Serve potenziare i consorzi di bonifica e tecniche di irrigazione intelligente e agricoltura di precisione. Attuare il piano “laghetti” proposto da Ambi, l’Associazione dei consorzi di bonifica, per creare piccoli invasi collinari naturali diffusi, anche con il recupero delle aree di cava dismesse, da realizzarsi come prioritario per evitare situazioni siccitose nell’estate 2023.

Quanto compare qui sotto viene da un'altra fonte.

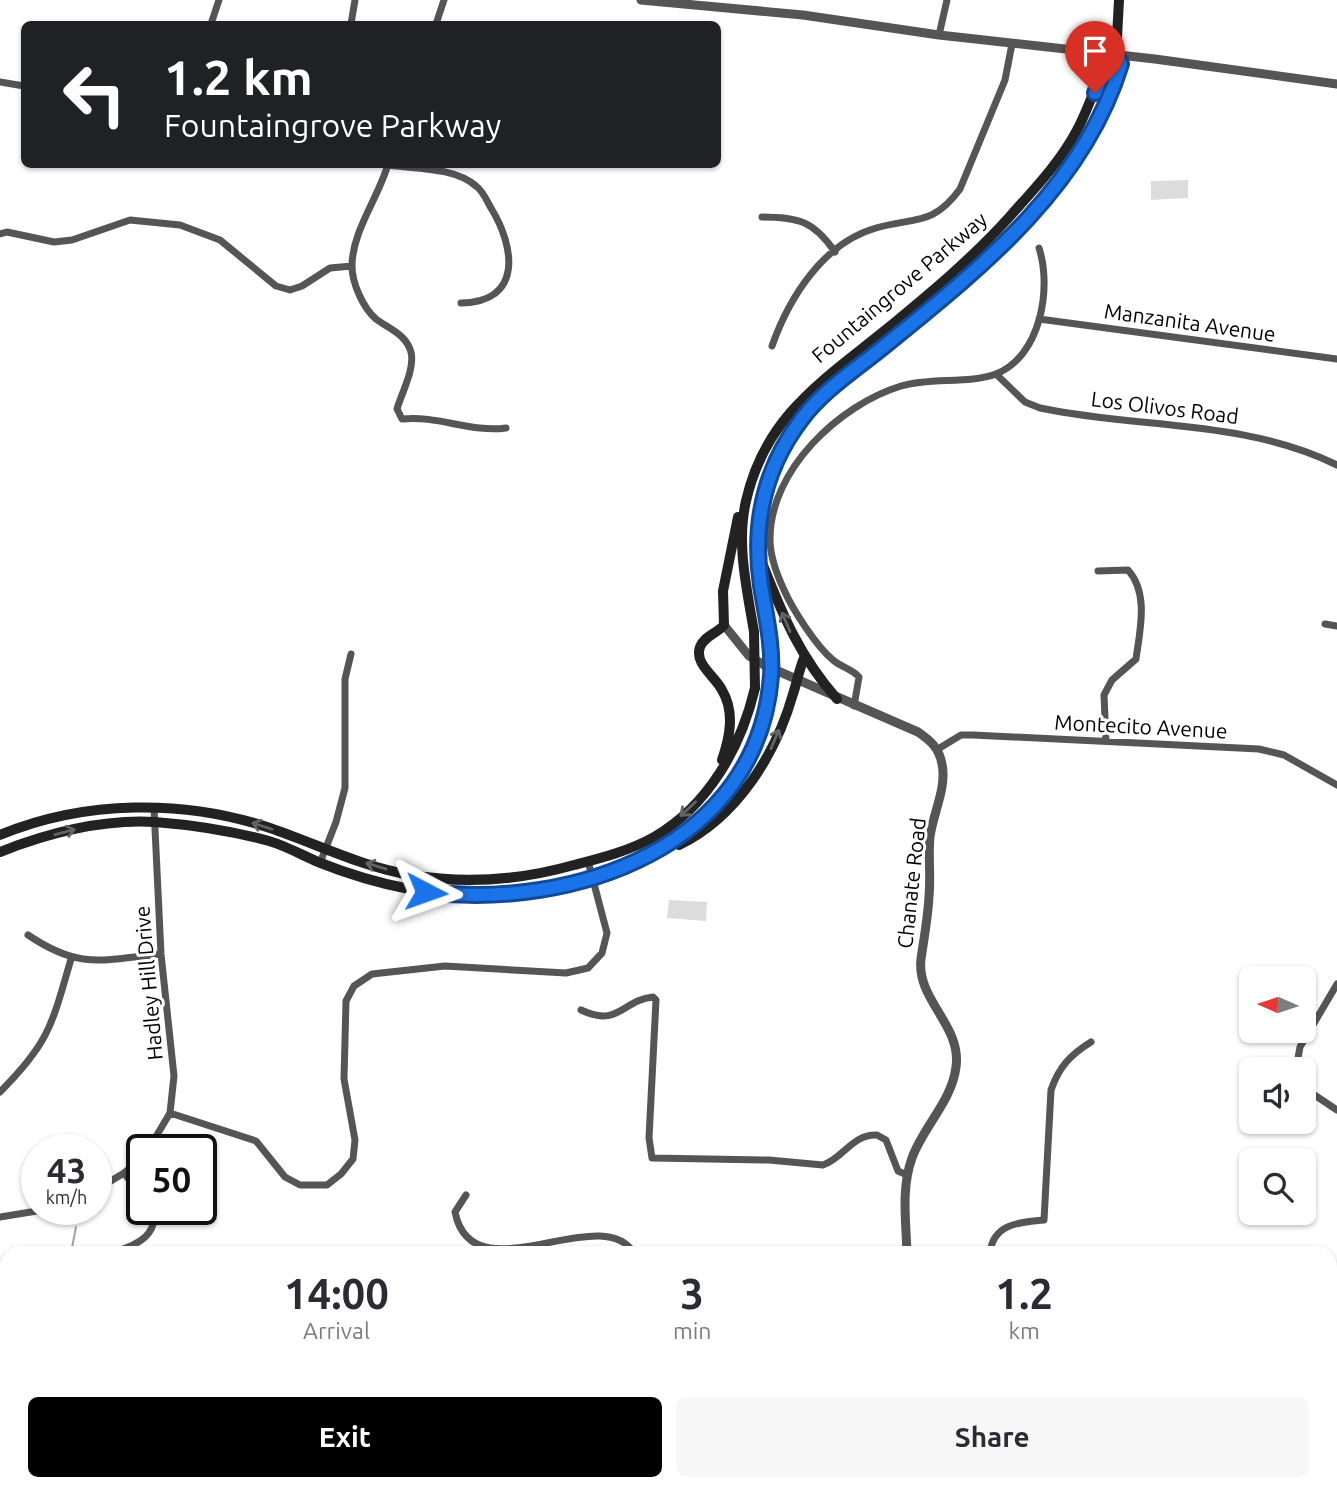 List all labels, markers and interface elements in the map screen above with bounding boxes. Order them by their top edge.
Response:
pin [1065,21,1125,93]
icon: arrive [1076,32,1114,70]
icon: left [49,49,140,140]
text: 1.2 km [164,49,313,104]
text: Fountaingrove Parkway [164,107,501,143]
street label: Fountaingrove Parkway [807,207,991,367]
street label: Manzanita Avenue [1103,298,1277,346]
street label: Los Olivos Road [1090,386,1240,428]
one-way arrow [779,612,792,633]
street label: Montecito Avenue [1054,709,1228,743]
one-way arrow [769,729,782,750]
one-way arrow [679,801,697,817]
street label: Chanate Road [892,816,930,950]
one-way arrow [251,818,273,831]
one-way arrow [53,825,76,838]
position arrow [389,855,463,929]
one-way arrow [365,859,387,872]
street label: Hadley Hill Drive [129,905,167,1061]
north arrow [1239,966,1316,1043]
map controls [1239,966,1316,1225]
button: sound [1239,1057,1316,1134]
speed limit sign: 50 [126,1134,217,1225]
button: search [1239,1148,1316,1225]
text: 43 [47,1150,86,1190]
text: km/h [46,1187,87,1207]
text: 14:00 [284,1270,389,1317]
text: 3 [680,1270,704,1317]
text: 1.2 [995,1270,1053,1317]
text: Arrival [303,1318,370,1343]
text: min [673,1318,711,1343]
text: km [1008,1318,1040,1343]
button: Exit [28,1397,662,1477]
button: Share [676,1397,1309,1477]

Il cibo è la nostra cultura e uno dei nostri elementi identitari più forti. Siamo quello che mangiamo ma siamo anche quello che coltiviamo. Torniamo a essere orgogliosi allora del mondo alimentare, rendendolo più sostenibile, rigenerativo, sicuro e economicamente resiliente, diventando un modello planetario. Lo possiamo e lo sappiamo fare!